The crucial point is not that death was made routine, but that the camps ensured that with these deaths any marker of the victim’s having ever been alive also disappeared along with him. The individual prisoner was barely distinguished from the others and seen only as one in a series in which his exact position was irrelevant. As a group, the prisoners were invisible to the world, and as individuals, they were invisible to the world and to one another as distinct people.

The result was an attenuation of the line that separates the lives of individuals as they have lived it from mere physical life and death and the elimination of the world as a stage on which individuals could make their appearance. And in the absence of this stage, death could be nothing more than a “seal on the fact that he had never really existed”.
Making one’s appearance in the world, as an actor does on a stage, is not about being extraordinary. Nor is it a merely formal description of how human beings perceive the world around them and are perceived by other human beings. Rather, appearingness is the essential condition of being recognized as a member of the community of human beings and the world and of being treated accordingly. As the events of the past century have made strikingly clear, appearingness is a condition that we could lose or of which we could be stripped. Our condition of humanity is something that we must create—create by making our appearance in the world. Arendt’s words about our basic condition of appearance alerts us to the dangers of invisibility and should make us suspicious of any situation in which people exist in a condition of invisibility.
In our own time, the Occupy Wall Street movement has helped to bring to light some of those who have been made invisible in poverty. This act of opening up a space in which an individual might make their appearance in the world is, I think, one of the movement’s greatest accomplishments. And a politics of visibility is not just about our own visibility or our own great accomplishments, but about creating stages upon which people can make their appearance and exposing and tearing down those scaffoldings that bar some from entering these stages.

If we see the OWS movement as a politics of appearance, then the albeit valid criticisms about the lack of a definite agenda and the like do seem to lose some of their force. But this does not mean that the movement is a success in Arendt’s terms. The movement has certainly brought us to the stage, but what we all—the invisible and the visible—do with this opening and how we make our appearance onto it remains the political question that only the individual actors, and not any movement, can and must answer.
-Jennie Han
Power, Arrest, Dispersal – Patchen Markell

“While strength is the natural quality of an individual seen in isolation, power springs up between men when they act together and vanishes the moment they disperse.”
—Hannah Arendt, The Human Condition (200).
To read this line from The Human Condition in the wake of the demonstrations in Tahrir Square, or in the midst of the Occupations that have radiated from Zuccotti Park across the United States and beyond, might be invigorating: aren’t both of these events expressions of power in Arendt’s sense, instances of the unpredictable human capacity to break out of the daily mire of authoritarianism or of capitalism and, acting in concert, to begin something new?
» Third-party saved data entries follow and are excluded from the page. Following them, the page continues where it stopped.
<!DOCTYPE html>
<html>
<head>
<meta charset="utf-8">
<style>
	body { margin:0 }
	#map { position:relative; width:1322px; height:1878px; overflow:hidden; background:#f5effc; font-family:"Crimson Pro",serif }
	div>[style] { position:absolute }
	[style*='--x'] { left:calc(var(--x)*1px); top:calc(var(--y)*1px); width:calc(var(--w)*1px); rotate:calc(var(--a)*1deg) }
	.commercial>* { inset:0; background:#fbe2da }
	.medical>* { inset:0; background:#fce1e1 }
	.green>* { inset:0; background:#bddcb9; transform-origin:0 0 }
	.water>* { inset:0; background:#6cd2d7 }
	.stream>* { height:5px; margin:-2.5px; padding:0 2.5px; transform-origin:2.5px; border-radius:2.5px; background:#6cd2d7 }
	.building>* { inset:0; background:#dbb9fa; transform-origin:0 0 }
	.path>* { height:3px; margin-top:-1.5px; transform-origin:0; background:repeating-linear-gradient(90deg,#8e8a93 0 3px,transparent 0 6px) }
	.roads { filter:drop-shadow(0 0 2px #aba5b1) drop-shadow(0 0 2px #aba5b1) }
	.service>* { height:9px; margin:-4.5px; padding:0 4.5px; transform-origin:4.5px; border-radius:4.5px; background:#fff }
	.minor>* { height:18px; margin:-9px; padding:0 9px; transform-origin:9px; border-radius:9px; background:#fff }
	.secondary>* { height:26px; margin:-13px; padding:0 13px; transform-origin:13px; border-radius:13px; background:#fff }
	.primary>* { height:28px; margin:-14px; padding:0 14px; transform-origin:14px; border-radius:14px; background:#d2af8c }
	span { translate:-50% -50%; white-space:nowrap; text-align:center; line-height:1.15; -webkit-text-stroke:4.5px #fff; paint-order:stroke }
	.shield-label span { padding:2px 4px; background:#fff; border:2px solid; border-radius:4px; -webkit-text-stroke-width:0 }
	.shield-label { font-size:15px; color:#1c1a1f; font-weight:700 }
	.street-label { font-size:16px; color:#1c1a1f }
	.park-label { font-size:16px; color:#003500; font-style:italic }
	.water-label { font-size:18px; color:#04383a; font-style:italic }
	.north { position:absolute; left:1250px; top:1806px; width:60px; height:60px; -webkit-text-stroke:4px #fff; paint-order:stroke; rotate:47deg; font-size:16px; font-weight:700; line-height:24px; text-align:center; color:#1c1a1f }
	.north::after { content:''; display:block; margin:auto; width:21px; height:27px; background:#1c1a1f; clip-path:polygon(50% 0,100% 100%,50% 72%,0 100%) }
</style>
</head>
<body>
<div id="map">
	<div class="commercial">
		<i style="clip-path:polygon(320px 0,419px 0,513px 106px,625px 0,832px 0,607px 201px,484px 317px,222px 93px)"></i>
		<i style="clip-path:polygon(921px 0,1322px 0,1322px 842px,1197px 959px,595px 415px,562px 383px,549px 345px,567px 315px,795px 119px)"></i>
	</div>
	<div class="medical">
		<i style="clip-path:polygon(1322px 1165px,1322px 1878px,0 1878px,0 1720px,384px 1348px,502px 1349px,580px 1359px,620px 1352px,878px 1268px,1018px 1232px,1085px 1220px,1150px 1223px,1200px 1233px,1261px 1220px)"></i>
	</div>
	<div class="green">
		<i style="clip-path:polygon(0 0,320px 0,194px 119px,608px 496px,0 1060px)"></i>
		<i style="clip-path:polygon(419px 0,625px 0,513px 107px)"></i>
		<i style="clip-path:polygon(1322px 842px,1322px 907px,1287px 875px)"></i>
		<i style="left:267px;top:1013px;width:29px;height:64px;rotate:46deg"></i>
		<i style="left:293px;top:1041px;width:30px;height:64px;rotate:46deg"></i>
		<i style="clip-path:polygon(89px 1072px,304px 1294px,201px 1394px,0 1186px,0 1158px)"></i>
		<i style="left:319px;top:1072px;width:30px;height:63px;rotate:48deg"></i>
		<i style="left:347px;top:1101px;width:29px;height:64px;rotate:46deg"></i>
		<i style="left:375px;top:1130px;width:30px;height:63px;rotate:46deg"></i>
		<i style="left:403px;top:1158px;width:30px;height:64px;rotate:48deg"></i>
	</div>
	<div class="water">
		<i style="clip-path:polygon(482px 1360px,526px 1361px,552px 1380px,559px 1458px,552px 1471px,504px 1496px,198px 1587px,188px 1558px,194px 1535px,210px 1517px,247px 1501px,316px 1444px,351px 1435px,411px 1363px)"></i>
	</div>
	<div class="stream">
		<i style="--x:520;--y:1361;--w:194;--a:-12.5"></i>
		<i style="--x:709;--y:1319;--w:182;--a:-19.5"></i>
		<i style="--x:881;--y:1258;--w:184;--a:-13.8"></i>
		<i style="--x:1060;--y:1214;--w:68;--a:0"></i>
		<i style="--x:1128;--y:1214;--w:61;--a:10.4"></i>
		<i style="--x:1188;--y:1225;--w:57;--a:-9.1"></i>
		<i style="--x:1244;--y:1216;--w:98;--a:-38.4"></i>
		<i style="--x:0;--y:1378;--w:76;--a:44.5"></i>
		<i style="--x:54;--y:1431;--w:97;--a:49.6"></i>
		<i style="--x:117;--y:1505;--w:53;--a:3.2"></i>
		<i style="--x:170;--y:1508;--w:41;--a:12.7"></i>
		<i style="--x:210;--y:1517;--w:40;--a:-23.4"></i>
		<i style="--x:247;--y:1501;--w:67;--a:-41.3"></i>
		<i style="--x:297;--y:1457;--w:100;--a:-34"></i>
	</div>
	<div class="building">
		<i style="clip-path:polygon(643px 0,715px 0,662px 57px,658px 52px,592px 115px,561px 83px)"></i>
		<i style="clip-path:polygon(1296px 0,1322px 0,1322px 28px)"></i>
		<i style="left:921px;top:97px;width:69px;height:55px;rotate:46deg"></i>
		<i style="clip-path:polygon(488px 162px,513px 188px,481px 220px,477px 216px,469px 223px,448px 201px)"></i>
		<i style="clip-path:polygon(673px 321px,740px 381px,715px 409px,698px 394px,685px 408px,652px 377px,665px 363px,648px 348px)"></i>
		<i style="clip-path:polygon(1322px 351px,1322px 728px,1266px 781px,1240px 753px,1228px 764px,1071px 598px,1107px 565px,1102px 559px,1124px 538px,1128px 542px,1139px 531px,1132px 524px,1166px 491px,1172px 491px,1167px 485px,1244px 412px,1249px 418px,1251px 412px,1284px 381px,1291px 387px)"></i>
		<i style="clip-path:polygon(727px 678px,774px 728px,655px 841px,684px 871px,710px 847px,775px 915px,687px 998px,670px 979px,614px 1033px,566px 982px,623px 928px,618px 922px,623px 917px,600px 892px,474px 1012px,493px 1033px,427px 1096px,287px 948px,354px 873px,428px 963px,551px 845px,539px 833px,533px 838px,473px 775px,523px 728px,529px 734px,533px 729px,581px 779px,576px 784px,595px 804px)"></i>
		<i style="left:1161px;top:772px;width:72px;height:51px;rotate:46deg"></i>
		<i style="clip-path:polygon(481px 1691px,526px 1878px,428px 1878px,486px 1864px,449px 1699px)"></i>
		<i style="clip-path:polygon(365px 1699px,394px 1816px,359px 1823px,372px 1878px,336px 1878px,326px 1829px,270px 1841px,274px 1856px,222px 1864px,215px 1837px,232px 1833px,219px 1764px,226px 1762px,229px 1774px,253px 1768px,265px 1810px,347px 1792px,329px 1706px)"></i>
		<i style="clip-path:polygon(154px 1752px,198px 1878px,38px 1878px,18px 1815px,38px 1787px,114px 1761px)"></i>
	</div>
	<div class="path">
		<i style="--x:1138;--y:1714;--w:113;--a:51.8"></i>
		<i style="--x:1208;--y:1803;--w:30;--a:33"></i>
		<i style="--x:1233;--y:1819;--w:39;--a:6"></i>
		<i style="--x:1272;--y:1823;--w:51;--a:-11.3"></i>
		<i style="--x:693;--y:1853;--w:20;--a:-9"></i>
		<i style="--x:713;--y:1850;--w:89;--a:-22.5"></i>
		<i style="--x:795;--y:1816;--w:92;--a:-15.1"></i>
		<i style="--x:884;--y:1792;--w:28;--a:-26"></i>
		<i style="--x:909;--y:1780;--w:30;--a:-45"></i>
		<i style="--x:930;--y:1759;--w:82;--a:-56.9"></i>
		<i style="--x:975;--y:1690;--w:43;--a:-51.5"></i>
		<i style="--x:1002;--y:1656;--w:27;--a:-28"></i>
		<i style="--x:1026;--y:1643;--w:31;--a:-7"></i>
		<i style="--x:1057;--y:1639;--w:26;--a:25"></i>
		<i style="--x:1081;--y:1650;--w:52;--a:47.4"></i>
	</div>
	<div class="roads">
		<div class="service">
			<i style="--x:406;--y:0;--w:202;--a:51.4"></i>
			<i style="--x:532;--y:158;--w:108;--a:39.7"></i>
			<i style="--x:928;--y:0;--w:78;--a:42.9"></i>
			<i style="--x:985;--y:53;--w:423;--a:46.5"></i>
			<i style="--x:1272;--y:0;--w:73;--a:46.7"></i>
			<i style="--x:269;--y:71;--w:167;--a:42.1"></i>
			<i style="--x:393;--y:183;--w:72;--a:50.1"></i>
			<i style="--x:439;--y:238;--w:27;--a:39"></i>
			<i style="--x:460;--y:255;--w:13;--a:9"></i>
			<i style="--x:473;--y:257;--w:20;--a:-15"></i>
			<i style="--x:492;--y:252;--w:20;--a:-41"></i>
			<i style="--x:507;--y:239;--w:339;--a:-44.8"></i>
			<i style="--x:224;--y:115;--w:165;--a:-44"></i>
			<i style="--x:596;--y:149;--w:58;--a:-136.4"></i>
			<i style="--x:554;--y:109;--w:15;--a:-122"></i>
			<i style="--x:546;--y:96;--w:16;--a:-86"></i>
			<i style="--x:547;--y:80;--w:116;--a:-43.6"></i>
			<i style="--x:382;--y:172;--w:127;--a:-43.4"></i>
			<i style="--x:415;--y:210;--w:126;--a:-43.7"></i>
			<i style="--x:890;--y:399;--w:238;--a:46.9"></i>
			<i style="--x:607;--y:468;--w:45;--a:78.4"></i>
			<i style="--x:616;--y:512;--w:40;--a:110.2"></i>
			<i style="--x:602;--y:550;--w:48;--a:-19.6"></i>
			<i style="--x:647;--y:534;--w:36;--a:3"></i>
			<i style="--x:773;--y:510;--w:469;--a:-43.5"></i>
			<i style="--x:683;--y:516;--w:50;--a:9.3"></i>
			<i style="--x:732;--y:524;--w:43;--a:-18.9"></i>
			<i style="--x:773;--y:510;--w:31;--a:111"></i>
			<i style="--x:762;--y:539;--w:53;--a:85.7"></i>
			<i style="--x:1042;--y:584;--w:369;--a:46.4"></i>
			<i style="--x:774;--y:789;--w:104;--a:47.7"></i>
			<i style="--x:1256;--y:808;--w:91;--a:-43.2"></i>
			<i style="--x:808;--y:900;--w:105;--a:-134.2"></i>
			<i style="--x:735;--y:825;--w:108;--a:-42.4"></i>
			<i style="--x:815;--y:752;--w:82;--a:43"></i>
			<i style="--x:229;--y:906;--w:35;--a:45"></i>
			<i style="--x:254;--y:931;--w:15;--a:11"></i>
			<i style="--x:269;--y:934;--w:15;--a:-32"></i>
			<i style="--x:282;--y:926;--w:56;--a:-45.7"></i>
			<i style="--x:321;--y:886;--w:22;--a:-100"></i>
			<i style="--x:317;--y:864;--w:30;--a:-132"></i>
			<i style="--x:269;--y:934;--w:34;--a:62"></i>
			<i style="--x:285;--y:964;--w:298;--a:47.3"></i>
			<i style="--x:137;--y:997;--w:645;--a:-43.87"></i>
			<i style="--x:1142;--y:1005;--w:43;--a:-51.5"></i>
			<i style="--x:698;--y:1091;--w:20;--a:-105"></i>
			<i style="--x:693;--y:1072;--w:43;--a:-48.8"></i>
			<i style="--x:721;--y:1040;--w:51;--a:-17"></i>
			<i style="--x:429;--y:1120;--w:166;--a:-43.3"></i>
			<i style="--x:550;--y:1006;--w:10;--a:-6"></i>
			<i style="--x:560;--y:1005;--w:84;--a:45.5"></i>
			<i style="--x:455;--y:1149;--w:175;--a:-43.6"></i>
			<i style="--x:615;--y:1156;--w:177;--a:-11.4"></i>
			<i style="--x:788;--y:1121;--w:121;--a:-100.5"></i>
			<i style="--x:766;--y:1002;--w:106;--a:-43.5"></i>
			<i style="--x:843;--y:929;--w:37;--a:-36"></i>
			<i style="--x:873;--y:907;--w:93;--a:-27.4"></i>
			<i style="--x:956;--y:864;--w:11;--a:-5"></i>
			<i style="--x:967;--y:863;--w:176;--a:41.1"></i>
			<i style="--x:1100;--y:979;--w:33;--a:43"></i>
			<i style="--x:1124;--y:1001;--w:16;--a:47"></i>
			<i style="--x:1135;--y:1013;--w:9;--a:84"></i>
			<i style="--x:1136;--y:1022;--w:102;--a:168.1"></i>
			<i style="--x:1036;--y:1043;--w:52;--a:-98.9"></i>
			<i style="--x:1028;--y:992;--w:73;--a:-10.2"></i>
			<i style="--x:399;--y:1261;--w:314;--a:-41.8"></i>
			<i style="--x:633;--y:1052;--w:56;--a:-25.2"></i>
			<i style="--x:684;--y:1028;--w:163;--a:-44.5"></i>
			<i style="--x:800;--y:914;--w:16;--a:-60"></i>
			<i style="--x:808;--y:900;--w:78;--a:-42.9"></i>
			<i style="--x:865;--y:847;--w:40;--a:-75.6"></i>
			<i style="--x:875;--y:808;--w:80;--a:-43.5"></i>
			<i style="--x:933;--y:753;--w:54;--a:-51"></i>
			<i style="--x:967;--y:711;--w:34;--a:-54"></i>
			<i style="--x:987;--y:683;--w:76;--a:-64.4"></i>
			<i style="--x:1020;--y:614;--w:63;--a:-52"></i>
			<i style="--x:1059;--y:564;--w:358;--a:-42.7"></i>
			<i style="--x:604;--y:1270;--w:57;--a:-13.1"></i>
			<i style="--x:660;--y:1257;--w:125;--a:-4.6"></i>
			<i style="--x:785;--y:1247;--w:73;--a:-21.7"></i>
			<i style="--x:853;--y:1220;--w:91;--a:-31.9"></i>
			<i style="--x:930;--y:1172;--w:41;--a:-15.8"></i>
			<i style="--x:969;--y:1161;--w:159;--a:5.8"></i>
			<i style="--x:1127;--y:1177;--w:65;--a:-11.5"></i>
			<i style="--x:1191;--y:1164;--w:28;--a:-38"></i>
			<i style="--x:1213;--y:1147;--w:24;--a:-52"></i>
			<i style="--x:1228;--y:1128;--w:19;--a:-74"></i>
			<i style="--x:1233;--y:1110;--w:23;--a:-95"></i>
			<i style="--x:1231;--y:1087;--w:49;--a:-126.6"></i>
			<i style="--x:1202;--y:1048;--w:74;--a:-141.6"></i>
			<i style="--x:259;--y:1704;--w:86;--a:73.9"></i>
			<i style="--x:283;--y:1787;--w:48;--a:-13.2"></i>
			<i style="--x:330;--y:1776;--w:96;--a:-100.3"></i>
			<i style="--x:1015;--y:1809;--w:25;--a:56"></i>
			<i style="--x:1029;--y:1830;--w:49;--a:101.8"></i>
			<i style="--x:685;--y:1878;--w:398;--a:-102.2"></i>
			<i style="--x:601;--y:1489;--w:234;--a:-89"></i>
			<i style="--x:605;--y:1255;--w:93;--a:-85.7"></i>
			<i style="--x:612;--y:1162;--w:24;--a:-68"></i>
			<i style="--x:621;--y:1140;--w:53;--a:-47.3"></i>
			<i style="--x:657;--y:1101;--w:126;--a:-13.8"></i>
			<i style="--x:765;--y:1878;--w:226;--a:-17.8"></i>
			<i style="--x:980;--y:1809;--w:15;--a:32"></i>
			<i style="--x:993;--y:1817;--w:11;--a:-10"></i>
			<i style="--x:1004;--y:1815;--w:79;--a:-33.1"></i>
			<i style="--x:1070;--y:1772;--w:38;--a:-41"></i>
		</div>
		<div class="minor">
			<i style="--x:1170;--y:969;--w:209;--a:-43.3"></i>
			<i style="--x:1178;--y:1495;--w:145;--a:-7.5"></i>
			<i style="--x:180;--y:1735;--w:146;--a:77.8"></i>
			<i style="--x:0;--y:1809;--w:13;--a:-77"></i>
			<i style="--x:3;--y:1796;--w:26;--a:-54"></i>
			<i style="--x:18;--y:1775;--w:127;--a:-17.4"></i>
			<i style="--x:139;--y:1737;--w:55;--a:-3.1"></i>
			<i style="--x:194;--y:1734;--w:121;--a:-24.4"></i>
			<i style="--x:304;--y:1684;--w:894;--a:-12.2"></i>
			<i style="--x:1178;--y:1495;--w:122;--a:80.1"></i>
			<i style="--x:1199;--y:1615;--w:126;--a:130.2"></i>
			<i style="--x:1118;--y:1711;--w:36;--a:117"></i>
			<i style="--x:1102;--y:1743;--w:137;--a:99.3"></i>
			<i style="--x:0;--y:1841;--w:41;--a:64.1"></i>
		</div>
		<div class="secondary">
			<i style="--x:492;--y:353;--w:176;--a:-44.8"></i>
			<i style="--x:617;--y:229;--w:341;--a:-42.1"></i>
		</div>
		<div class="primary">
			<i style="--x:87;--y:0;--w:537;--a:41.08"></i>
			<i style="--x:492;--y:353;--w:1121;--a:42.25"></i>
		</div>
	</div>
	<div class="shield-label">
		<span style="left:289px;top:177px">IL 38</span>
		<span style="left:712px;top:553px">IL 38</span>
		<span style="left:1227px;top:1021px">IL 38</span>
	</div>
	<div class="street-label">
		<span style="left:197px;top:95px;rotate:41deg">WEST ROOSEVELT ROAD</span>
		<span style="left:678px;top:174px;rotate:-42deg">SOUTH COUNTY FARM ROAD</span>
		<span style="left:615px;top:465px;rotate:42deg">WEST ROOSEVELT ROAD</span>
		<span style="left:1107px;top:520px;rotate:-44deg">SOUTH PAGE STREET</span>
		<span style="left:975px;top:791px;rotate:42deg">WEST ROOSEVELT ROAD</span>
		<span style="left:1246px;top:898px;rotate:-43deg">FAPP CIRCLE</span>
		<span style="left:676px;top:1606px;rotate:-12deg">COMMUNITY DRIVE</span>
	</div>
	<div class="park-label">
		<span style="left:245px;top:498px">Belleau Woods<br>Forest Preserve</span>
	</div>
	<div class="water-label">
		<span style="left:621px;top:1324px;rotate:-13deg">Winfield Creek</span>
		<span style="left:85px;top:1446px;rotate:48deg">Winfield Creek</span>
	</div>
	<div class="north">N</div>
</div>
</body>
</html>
It might also be depressing, since Arendt seems to remind us of the fleetingness of this kind of power, which flashes up in a moment of action but then vanishes, leaving old forces of more familiar kinds—army officers, professional politicians hungry for Wall Street money—to reassert themselves.
But wait. Let’s allow ourselves to be a little more puzzled by what Arendt says here about power and action: “Power springs up between men when they act together and vanishes the moment they disperse.” On the one hand, it’s clear enough why Arendt would say this: she wants to underscore the distance between her use of the word “power” and some other, much more familiar ones. She doesn’t mean, as Weberian social scientists might, the capacity to control or influence others by virtue of the possession of some durable resource like money or guns. Perhaps she doesn’t even mean a “capacity” at all, in the sense of a state of unactualized readiness that precedes and enables an action: after all, action is supposed to be miraculous, so to think of it in Aristotelian terms simply as the actualization of a pre-existing potentiality might be, as she says much later, in The Life of the Mind, to “deny the future as an authentic tense.” She marks her distance from both of these uses of “power” by making power and action coeval. But, on the other hand, if power springs up between people when they act together and vanishes the moment they disperse—if, as she says, seemingly echoing the Megarians whom Aristotle criticizes in the Metaphysics, power “exists only in its actualization”—then what is power but a synonym for action itself? Why has Arendt bothered to retain the term at all?
Notice, however, that Arendt does not quite say that power vanishes as soon as the action stops. Instead, she says that it vanishes the moment people disperse;

and this fact is apparently meant to distinguish power from the “space of appearance,” which, it seems, does disappear as soon as the action stops. On the preceding page of The Human Condition, Arendt had written that that “the space of appearance comes into being wherever men are together in the manner of speech and action,” and added: “its peculiarity is that, unlike the spaces which are the work of our hands, it does not survive the actuality of the movement which brought it into being, but disappears not only with the dispersal of men...but with the disappearance or arrest of the activities themselves.” So the arrest of an activity is not yet the dispersal of persons. And that means that power is not quite redundantly congruent with action after all. If we look for a little bit of Arendtian power to exist in the split-second before an action starts, we won’t find it, because power in her sense does not precede and explain the moment of action’s initiation. It does, however, survive or outlast it. Power is, as she says, what “keeps people together after the fleeting moment of action has passed.” It is what gives action duration, what draws a spontaneous flash of novelty on the part of a single agent (archein) out into a course of action in which others—some of the lingering, undispersed witnesses to the initial event—join, and which they extend and continue (prattein).
If we really wanted to look at events like the demonstrations in Tahrir Square or the Occupy movement through an Arendtian lens, then, our first step should be to stop talking about them as though they were simply moments, and as though the challenge were to find a way of prolonging or institutionalizing them without sacrificing their radical, disruptive force. Such representations falsely collapse the duration of these events into an instant, and they falsely suppose that their power lay in their momentariness.

Quite the contrary: one of the most striking things about the demonstrations in Tahrir Square, after all, was simply that they continued, even when many observers thought, whether with hope or with fear, that they were sure to dissipate in the face of violence, or the threat of violence, or simple exhaustion (indeed, they lasted long enough that the demonstrators had to improvise ways of organizing the performance of the rhythmic tasks associated with the maintenance of the human body—feeding, disposing of waste—that some austere versions of Arendtianism would exclude from politics). Likewise, the Occupation in lower Manhattan is now approaching two months old; it has an infrastructure and an organization, even if it is not organization on the military model of a chain of command; and it evidently has power in Arendt’s sense: the power to sustain itself over time, to attract new participants and observers, to refuse dispersal, to resist arrest. Its power lies, in part, in the way it orients its participants and observers toward the curiously hybrid status of its little bit of territory: a privately owned but publicly accessible park, not just a symbol but an instance of the intersection of corporate and state power, put on display and put under pressure by the ongoing presence of the Occupiers, which tests the limits of that promise of publicity. By organizing the attention of its participants and observers in this way, the Occupation has already, in its very existence and duration, transformed our sense of the shape of the world to which we belong, and of what is imaginable in it. That is hardly everything; but it is not nothing. The snow is coming: will they disperse? —will we?